Holden has started crucial multi-million-dollar renovations to its Adelaide car factory that will carry the Elizabeth facility through to the next decade.

As production line workers moved out for the Christmas holidays, construction workers have moved in to reconfigure key sections of the factory, ready for the cars that Holden will build over the next 10 years.

The start of the remodeling program is significant in the wake of comments by the boss of Holden, Mike Devereux, a fortnight ago.

He warned that the struggling Australian car industry would become "a Federal election issue” next year, and repeated calls for continued government support.

Some analysts saw this as a sign Holden may want to get out of its deal to keep manufacturing in Australia until 2022. Earlier this year Holden pledged to invest $1 billion over the next decade in return for $235 million in government assistance.

But the Holden boss says General Motors is sticking to its original plan and the Elizabeth factory is here to stay.

"It's full steam ahead,” Devereux told News Limited. "We will be making our first investments in the future over the Christmas holidays and we will continue to do so over 2013 and 2014 [and beyond].

"You can't just go in and change over a plant [overnight] and build a new bodyshop, particularly when you still have to keep building the [current cars].

"There are only so many windows that you get [to shut a factory for renovations] for an extended period of time.”

The body manufacturing engineering manager, Paul Sakovits, told News Limited: “This is the first and critical foundation to the multiple installation activities that will occur over the next few years.

"Our body engineers have come up with an innovative method of combining the assembly lines of our two shops so that we can free up a large area of turnaround space for new model installation without … building extensions."
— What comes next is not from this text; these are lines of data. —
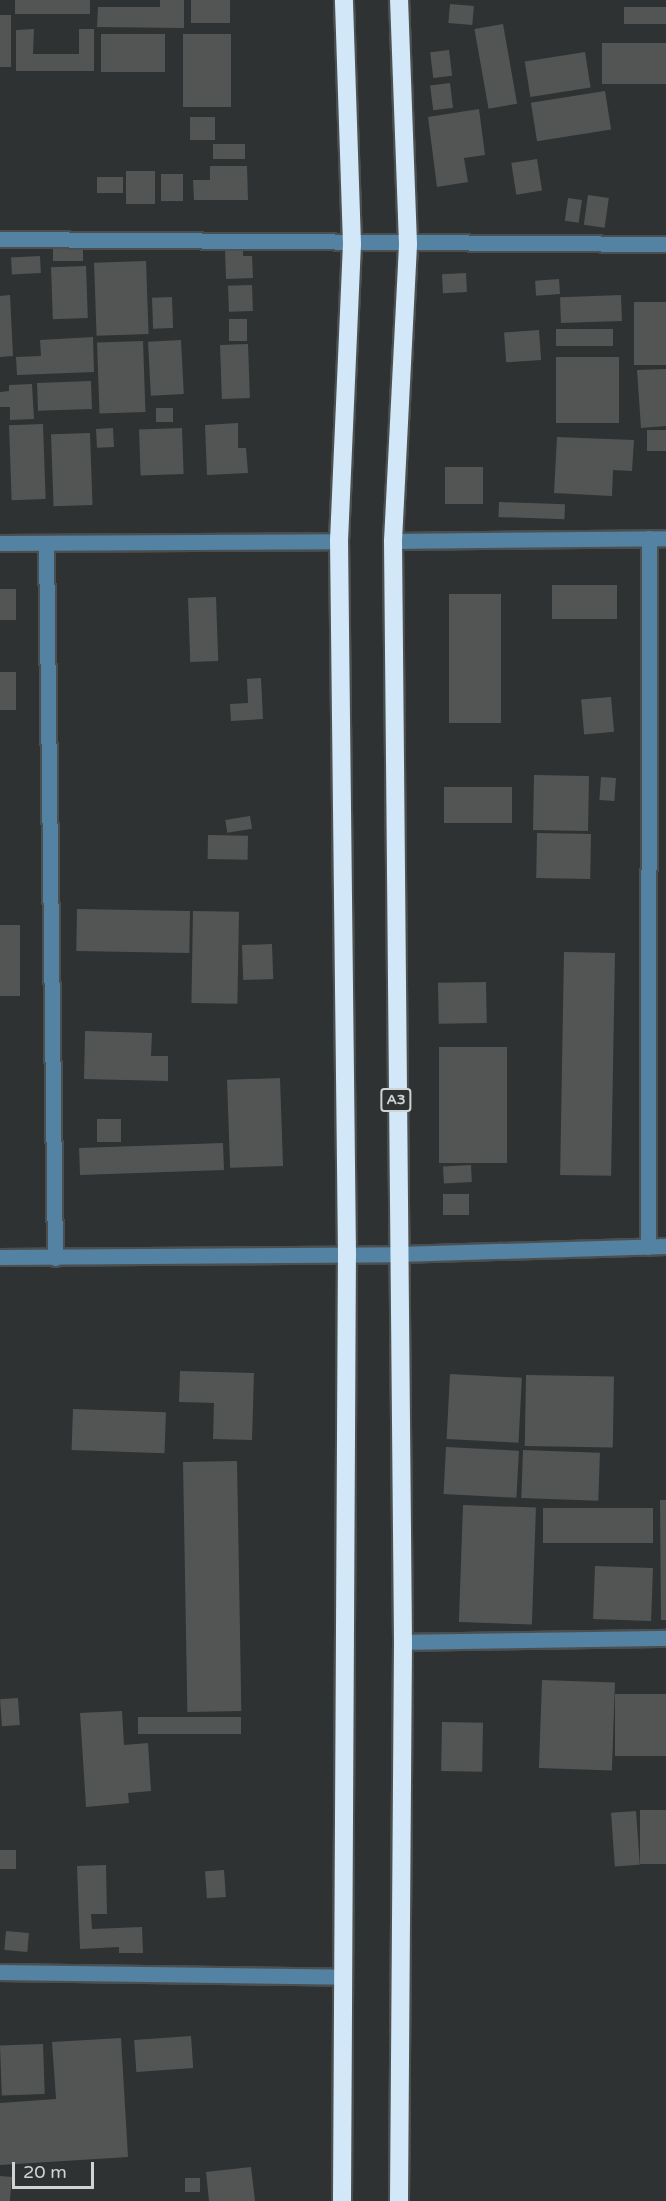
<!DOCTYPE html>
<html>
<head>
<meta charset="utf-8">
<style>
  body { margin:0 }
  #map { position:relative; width:666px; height:2201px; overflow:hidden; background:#2e3232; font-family:"Varela Round",sans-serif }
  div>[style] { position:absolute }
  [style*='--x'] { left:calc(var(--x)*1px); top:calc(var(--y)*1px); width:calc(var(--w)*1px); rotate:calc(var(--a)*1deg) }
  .building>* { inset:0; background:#525554; transform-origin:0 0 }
  .roads { filter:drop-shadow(2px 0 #4b4f4f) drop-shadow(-2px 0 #4b4f4f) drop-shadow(0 2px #4b4f4f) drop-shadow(0 -2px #4b4f4f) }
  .minor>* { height:15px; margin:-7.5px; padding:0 7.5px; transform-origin:7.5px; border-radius:7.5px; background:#5482a2 }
  .highway>* { height:18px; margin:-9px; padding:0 9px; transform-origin:9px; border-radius:9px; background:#d2e7f7 }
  span { translate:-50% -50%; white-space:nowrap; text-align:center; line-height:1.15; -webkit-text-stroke:4.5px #2e3232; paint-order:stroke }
  .shield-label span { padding:2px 4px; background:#2e3232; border:2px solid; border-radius:4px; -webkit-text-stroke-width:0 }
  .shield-label { font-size:14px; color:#d1d3d4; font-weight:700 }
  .scale { position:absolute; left:12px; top:2162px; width:82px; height:27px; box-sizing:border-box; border:3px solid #d1d3d4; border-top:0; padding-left:8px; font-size:18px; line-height:21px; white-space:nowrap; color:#d1d3d4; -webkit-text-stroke:4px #2e3232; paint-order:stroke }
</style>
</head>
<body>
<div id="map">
  <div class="building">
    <div style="left:15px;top:0;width:75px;height:14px"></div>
    <div style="clip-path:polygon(160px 0,184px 0,184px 28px,97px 27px,98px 7px,160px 7px)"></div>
    <div style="left:191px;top:0;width:39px;height:23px"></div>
    <div style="left:450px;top:4px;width:24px;height:19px;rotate:5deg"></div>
    <div style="left:666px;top:7px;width:17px;height:42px;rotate:90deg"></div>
    <div style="left:0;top:15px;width:11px;height:52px"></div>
    <div style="left:503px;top:24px;width:81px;height:29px;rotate:80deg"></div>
    <div style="clip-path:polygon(34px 29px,33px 54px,79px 54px,79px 29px,94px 29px,94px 71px,16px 71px,16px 30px)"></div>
    <div style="left:101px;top:34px;width:64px;height:38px"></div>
    <div style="left:183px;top:34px;width:48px;height:73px"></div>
    <div style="left:602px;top:43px;width:64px;height:41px"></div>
    <div style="left:449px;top:50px;width:26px;height:19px;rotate:83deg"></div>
    <div style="left:585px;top:52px;width:36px;height:61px;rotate:81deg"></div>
    <div style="left:450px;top:83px;width:25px;height:20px;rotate:83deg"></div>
    <div style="left:605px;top:91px;width:39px;height:75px;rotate:81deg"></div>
    <div style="clip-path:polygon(479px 109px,485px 155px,464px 158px,468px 182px,437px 187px,428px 117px)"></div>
    <div style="left:190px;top:117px;width:25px;height:23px"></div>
    <div style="left:213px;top:144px;width:32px;height:15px"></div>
    <div style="left:537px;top:159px;width:32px;height:26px;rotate:81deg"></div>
    <div style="clip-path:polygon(210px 166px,247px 166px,248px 200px,194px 200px,193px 180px,210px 180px)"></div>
    <div style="left:126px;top:171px;width:29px;height:33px"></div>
    <div style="left:161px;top:174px;width:22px;height:27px"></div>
    <div style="left:97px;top:177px;width:26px;height:16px"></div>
    <div style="left:588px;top:195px;width:21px;height:30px;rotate:8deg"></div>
    <div style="left:568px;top:198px;width:14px;height:23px;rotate:8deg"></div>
    <div style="left:83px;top:246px;width:15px;height:30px;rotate:90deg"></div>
    <div style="clip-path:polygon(243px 249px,243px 256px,252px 256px,253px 278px,226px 279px,225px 250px)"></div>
    <div style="left:40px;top:256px;width:17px;height:29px;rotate:87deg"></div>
    <div style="left:146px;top:261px;width:73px;height:52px;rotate:88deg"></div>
    <div style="left:86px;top:266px;width:52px;height:35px;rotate:88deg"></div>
    <div style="left:466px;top:273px;width:19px;height:24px;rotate:87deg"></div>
    <div style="left:559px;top:279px;width:15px;height:24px;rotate:86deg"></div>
    <div style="left:252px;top:285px;width:26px;height:24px;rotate:88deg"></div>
    <div style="clip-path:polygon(10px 295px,13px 356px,0 357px,0 296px)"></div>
    <div style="left:621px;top:295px;width:26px;height:61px;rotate:88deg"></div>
    <div style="left:172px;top:297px;width:31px;height:20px;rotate:88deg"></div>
    <div style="left:666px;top:302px;width:63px;height:32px;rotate:90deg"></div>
    <div style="left:229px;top:319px;width:18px;height:22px"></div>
    <div style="left:613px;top:329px;width:17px;height:57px;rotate:90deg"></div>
    <div style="left:539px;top:330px;width:30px;height:35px;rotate:86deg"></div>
    <div style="clip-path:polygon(93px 337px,94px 372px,17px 375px,16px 357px,41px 356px,40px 340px)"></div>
    <div style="left:181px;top:340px;width:54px;height:33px;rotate:87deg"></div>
    <div style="left:143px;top:341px;width:71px;height:46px;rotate:88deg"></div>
    <div style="left:248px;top:344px;width:54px;height:28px;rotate:88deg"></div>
    <div style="left:556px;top:357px;width:63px;height:66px"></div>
    <div style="clip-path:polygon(666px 369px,666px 426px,641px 428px,637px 370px)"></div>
    <div style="left:91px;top:381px;width:28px;height:54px;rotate:88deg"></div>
    <div style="clip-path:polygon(32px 384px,34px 419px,10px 420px,10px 407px,0 407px,0 392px,9px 391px,9px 385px)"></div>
    <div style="left:173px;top:408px;width:14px;height:17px;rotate:90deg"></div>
    <div style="clip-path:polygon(238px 423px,238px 448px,246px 448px,248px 473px,207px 475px,205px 425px)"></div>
    <div style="left:43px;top:424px;width:75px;height:34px;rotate:88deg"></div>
    <div style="left:113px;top:428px;width:19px;height:17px;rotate:87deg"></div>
    <div style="left:182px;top:428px;width:46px;height:43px;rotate:88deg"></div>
    <div style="left:647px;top:430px;width:19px;height:21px"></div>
    <div style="left:90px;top:433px;width:72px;height:39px;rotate:88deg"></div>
    <div style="clip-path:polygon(557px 437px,634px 440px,632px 471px,613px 470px,612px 496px,554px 493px)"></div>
    <div style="left:445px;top:467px;width:38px;height:37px"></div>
    <div style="left:499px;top:502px;width:66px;height:15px;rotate:2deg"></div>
    <div style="left:552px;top:585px;width:65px;height:34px"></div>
    <div style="left:0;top:589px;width:16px;height:31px"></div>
    <div style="left:449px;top:594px;width:52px;height:129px"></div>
    <div style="left:216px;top:597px;width:64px;height:28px;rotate:88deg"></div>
    <div style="left:0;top:672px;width:16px;height:38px"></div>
    <div style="clip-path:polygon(261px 678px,263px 719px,231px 721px,230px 704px,248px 703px,247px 679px)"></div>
    <div style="left:611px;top:697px;width:35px;height:30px;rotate:85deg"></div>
    <div style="left:534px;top:775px;width:55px;height:55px;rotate:1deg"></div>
    <div style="left:601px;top:777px;width:15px;height:23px;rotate:4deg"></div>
    <div style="left:444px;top:787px;width:68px;height:36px"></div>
    <div style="left:250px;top:816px;width:13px;height:25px;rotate:81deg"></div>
    <div style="left:537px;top:833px;width:54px;height:45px;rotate:1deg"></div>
    <div style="left:208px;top:835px;width:40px;height:24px;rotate:1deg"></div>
    <div style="left:77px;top:909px;width:113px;height:42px;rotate:1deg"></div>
    <div style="left:193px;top:911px;width:46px;height:92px;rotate:1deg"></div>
    <div style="left:0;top:925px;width:20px;height:71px"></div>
    <div style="left:272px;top:944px;width:35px;height:30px;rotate:88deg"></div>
    <div style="left:564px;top:952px;width:51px;height:223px;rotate:1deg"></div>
    <div style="left:486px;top:982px;width:41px;height:48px;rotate:89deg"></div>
    <div style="clip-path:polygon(85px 1031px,152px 1033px,151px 1056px,168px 1056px,168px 1081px,84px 1079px)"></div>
    <div style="left:507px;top:1047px;width:116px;height:68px;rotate:90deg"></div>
    <div style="left:280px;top:1078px;width:88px;height:53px;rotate:88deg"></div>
    <div style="left:97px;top:1119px;width:24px;height:23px"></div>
    <div style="left:223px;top:1143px;width:27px;height:144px;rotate:88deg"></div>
    <div style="left:471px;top:1165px;width:17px;height:28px;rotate:87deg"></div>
    <div style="left:443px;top:1194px;width:26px;height:21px"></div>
    <div style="clip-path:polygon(180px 1371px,254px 1373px,252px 1440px,213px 1439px,214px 1403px,179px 1402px)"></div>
    <div style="left:450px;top:1374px;width:72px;height:65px;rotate:3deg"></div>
    <div style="left:526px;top:1375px;width:88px;height:71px;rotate:1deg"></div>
    <div style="left:73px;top:1409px;width:93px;height:41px;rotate:2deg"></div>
    <div style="left:446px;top:1447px;width:73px;height:47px;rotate:3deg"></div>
    <div style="left:523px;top:1450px;width:77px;height:48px;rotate:2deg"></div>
    <div style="left:237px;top:1461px;width:250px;height:54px;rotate:89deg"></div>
    <div style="clip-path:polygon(660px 1500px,666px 1500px,666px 1620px,661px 1620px)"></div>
    <div style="left:463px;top:1505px;width:73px;height:117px;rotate:2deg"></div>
    <div style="left:653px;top:1508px;width:35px;height:110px;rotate:90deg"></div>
    <div style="left:595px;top:1566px;width:58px;height:53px;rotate:2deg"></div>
    <div style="left:542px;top:1680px;width:73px;height:88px;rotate:2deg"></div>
    <div style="left:666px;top:1694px;width:62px;height:51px;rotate:90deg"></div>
    <div style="left:18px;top:1698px;width:27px;height:18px;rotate:86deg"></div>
    <div style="clip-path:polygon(122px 1711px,124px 1745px,148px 1743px,151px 1791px,128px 1793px,129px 1803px,86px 1807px,80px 1713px)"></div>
    <div style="left:138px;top:1717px;width:103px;height:17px"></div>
    <div style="left:442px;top:1722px;width:41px;height:49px;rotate:1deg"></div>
    <div style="left:666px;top:1810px;width:54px;height:26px;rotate:90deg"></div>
    <div style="left:636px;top:1811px;width:54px;height:25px;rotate:86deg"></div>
    <div style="left:0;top:1850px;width:16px;height:19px"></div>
    <div style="clip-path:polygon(106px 1865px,107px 1914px,91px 1914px,92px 1929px,142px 1927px,143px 1953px,119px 1953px,119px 1947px,80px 1949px,77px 1866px)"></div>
    <div style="left:224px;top:1870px;width:27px;height:19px;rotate:86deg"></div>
    <div style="left:6px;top:1931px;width:23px;height:19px;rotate:5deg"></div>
    <div style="left:191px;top:2036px;width:32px;height:57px;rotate:86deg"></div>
    <div style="clip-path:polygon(121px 2038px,128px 2157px,0 2165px,0 2103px,56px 2099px,52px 2042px)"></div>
    <div style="left:43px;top:2044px;width:50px;height:43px;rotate:88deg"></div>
    <div style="clip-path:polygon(251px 2167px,255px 2201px,209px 2201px,206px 2172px)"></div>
    <div style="left:0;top:2176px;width:12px;height:25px;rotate:5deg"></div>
    <div style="left:185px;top:2178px;width:15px;height:14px"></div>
  </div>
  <div class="roads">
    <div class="minor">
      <div style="--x:0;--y:239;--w:666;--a:0.43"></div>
      <div style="--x:393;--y:541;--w:273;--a:-0.6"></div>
      <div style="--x:0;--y:543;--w:339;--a:-0.3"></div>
      <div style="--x:46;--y:543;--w:715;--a:89.28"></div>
      <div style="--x:648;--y:1247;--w:709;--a:-89.92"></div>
      <div style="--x:0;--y:1257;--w:398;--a:-0.4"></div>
      <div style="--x:398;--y:1254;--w:268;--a:-1.7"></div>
      <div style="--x:403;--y:1642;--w:263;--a:-0.9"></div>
      <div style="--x:0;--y:1972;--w:341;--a:0.8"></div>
    </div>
    <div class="highway">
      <div style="--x:342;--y:2201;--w:946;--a:-89.7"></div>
      <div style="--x:347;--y:1255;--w:714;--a:-90.64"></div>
      <div style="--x:339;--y:541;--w:297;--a:-87.5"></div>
      <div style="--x:352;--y:244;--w:244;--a:-91.9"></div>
      <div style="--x:399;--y:2201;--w:559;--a:-89.59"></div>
      <div style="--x:403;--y:1642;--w:1101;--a:-90.52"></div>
      <div style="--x:393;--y:541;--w:297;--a:-87.1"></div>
      <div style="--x:408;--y:244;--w:244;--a:-92.1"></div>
    </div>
  </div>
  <div class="shield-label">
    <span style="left:396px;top:1100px">A3</span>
  </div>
  <div class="scale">20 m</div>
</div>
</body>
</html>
Holden says it will build the next generation Cruze small car at Elizabeth (due in 2015) but is yet to announce the second model, due in late 2017 or early 2018.

Although Holden Commodore sales are likely to recover with the new "VF" model due in June next year, they are unlikely to reach the peaks of the late 1990s and early 2000s.

SUVs are now the second biggest sellers to small cars in Australia and are often built on the same production lines overseas because they share many underbody components.